L'expression "Personne ne sort les fusils" intrigue et invite à une réflexion sur la passivité face à l'injustice et à la brutalité du monde du travail. Ce titre, emprunté au roman de Sandra Lucbert, résonne comme un appel à la révolte, une invitation à ne pas rester les bras croisés face aux dérives du capitalisme et à ses conséquences humaines.

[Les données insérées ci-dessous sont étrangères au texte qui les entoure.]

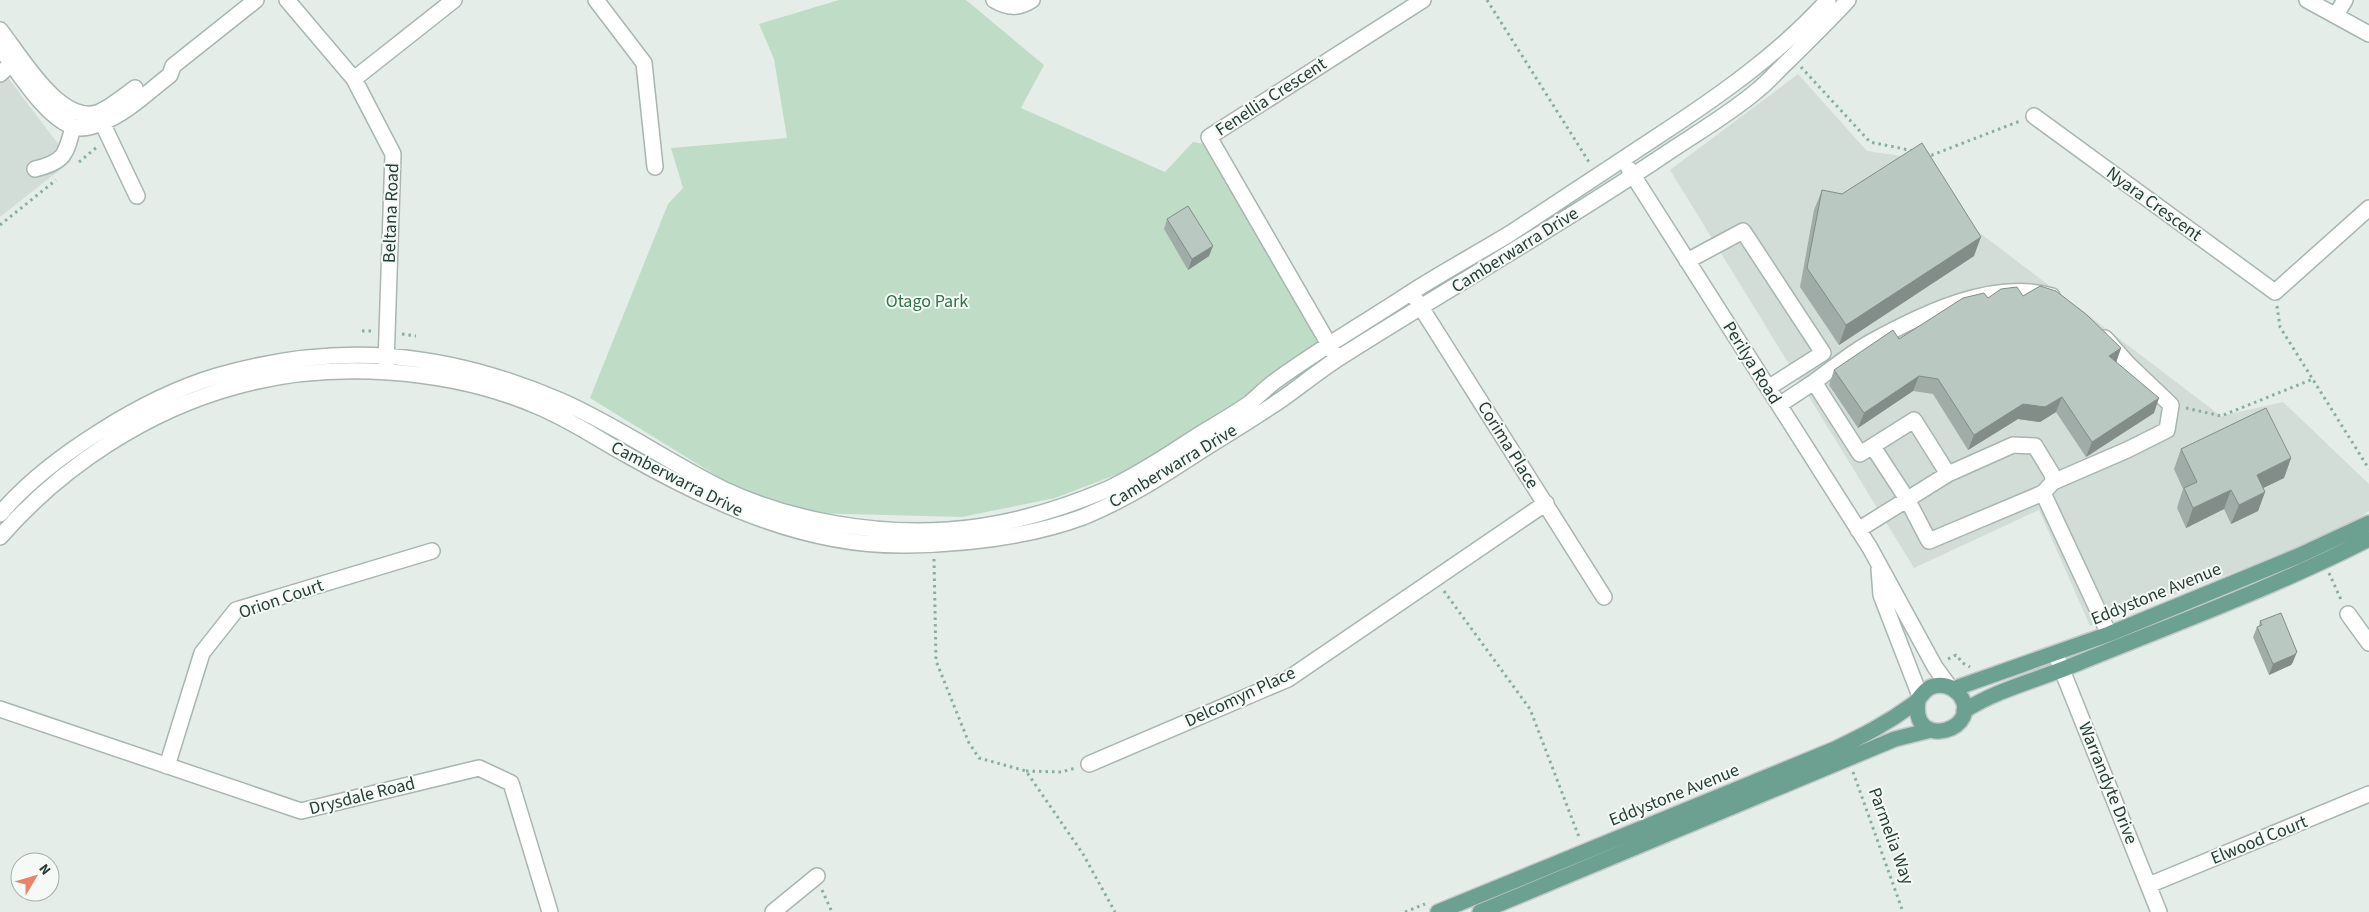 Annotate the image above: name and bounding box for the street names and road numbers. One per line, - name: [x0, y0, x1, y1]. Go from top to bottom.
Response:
- street label: Fenellia Crescent: [1210, 52, 1332, 142]
- street label: Nyara Crescent: [2101, 161, 2207, 247]
- street label: Beltana Road: [377, 163, 405, 263]
- street label: Camberwarra Drive: [1447, 201, 1583, 299]
- street label: Perilya Road: [1717, 317, 1787, 409]
- street label: Corima Place: [1471, 396, 1545, 494]
- street label: Camberwarra Drive: [1104, 418, 1242, 514]
- street label: Camberwarra Drive: [607, 435, 747, 523]
- street label: Eddystone Avenue: [2087, 556, 2225, 631]
- street label: Orion Court: [235, 573, 327, 625]
- street label: Delcomyn Place: [1181, 660, 1300, 734]
- street label: Warrandyte Drive: [2072, 718, 2144, 848]
- street label: Eddystone Avenue: [1605, 757, 1743, 832]
- street label: Drysdale Road: [306, 771, 418, 821]
- street label: Parmelia Way: [1862, 784, 1920, 889]
- street label: Elwood Court: [2207, 809, 2311, 871] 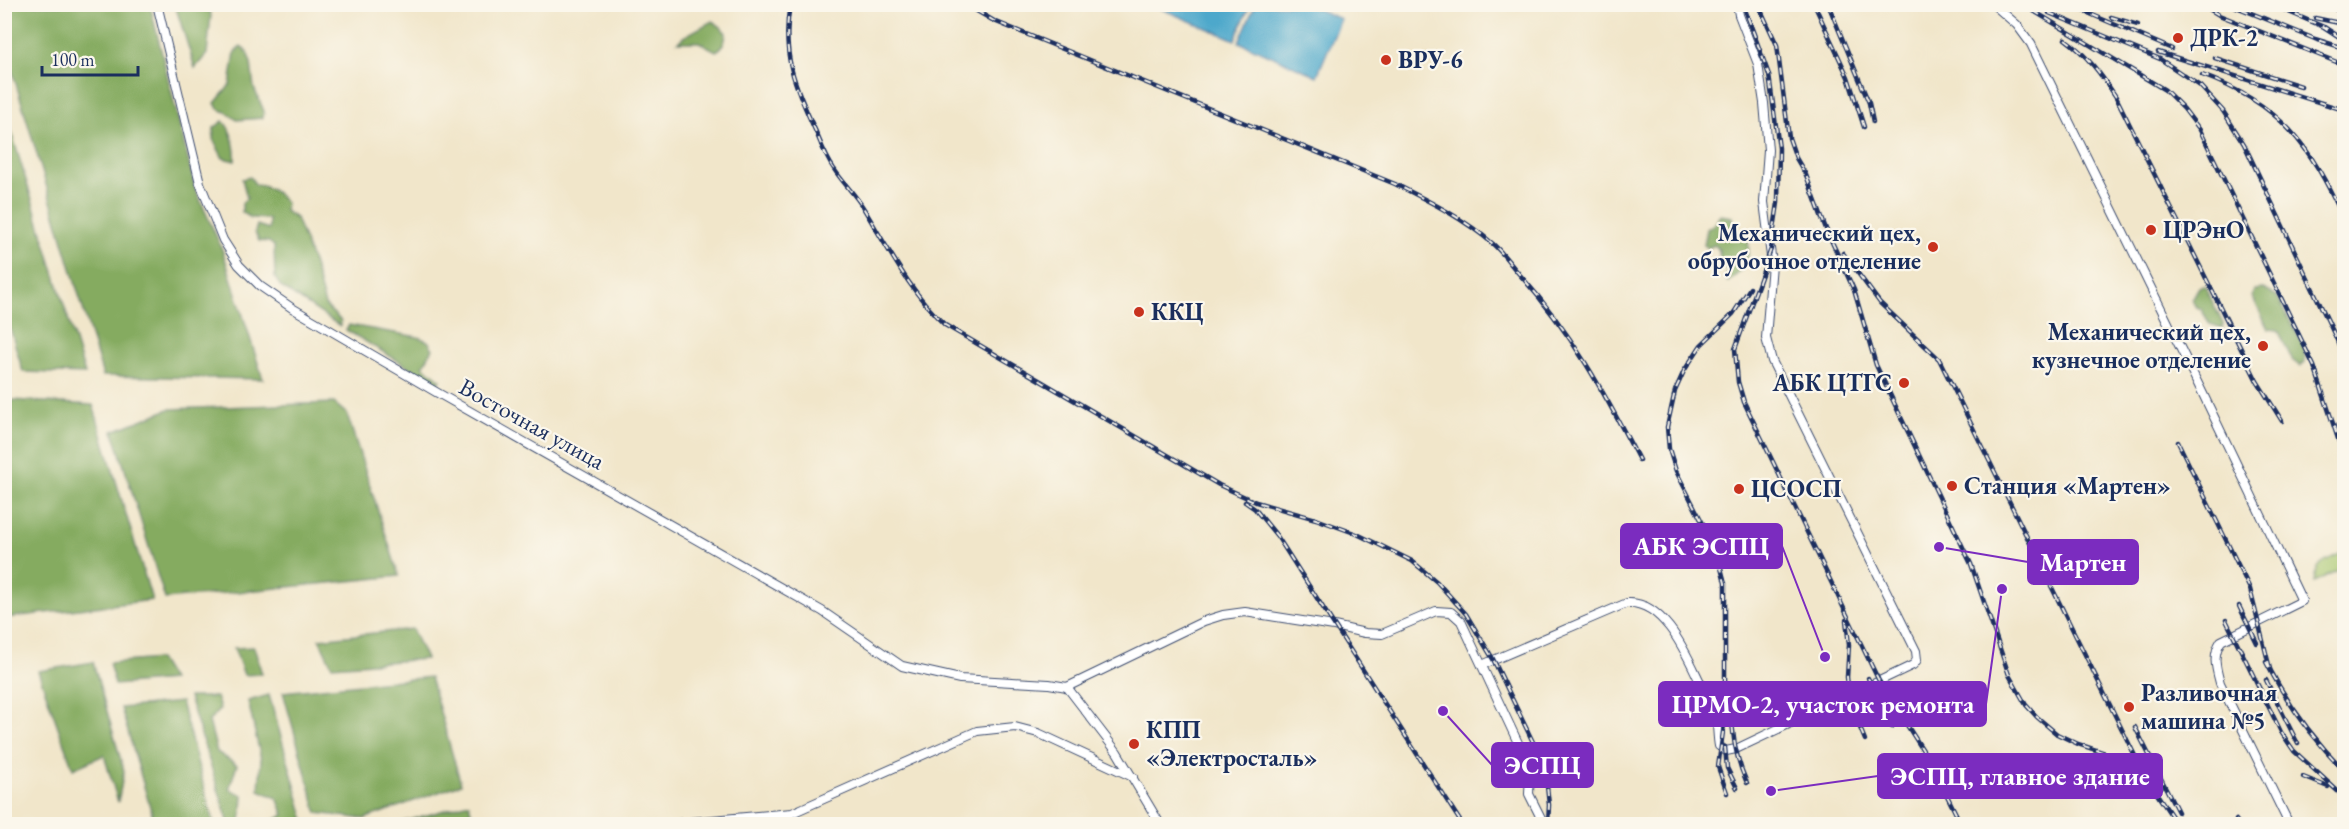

Le capitalisme mis en scène
L'œuvre de Lucbert met en lumière la brutalité de la gestion du grand capital, notamment à travers le procès France Télécom-Orange. Elle dénonce la morgue de certains managers français et les méfaits de l'entreprise, révélés au grand jour. L'auteure se positionne du côté des "fragiles, des éjectés, des suicidés", ceux qui ont subi les conséquences désastreuses des politiques de l'entreprise.
Un procès dans le procès
Le roman de Lucbert se présente comme un spectacle vibrant d'accusation, un procès dans le procès. L'auteure se fait le porte-parole de ceux "qui ne disent rien ou qui en disent peu", ceux dont la voix est étouffée par la machine capitaliste. Elle dénonce avec virulence et moquerie la logique du "cash-flow" et la transformation des salariés en "collaborateurs" jetables.
L'inspiration littéraire comme arme
Lucbert convoque de grands écrivains tels que Kafka, Melville et Rabelais pour donner plus de poids à son accusation. Elle reprend notamment la technique de la herse de La Colonie pénitentiaire de Kafka pour illustrer la souffrance infligée aux salariés. Elle s'inspire également de la célèbre formule "I would prefer not to" de Bartleby de Melville pour dénoncer l'exploitation au travail. Les "paroles gelées" de Rabelais renvoient au langage du "flow", où les mots sont agglomérés et bloquent le sens.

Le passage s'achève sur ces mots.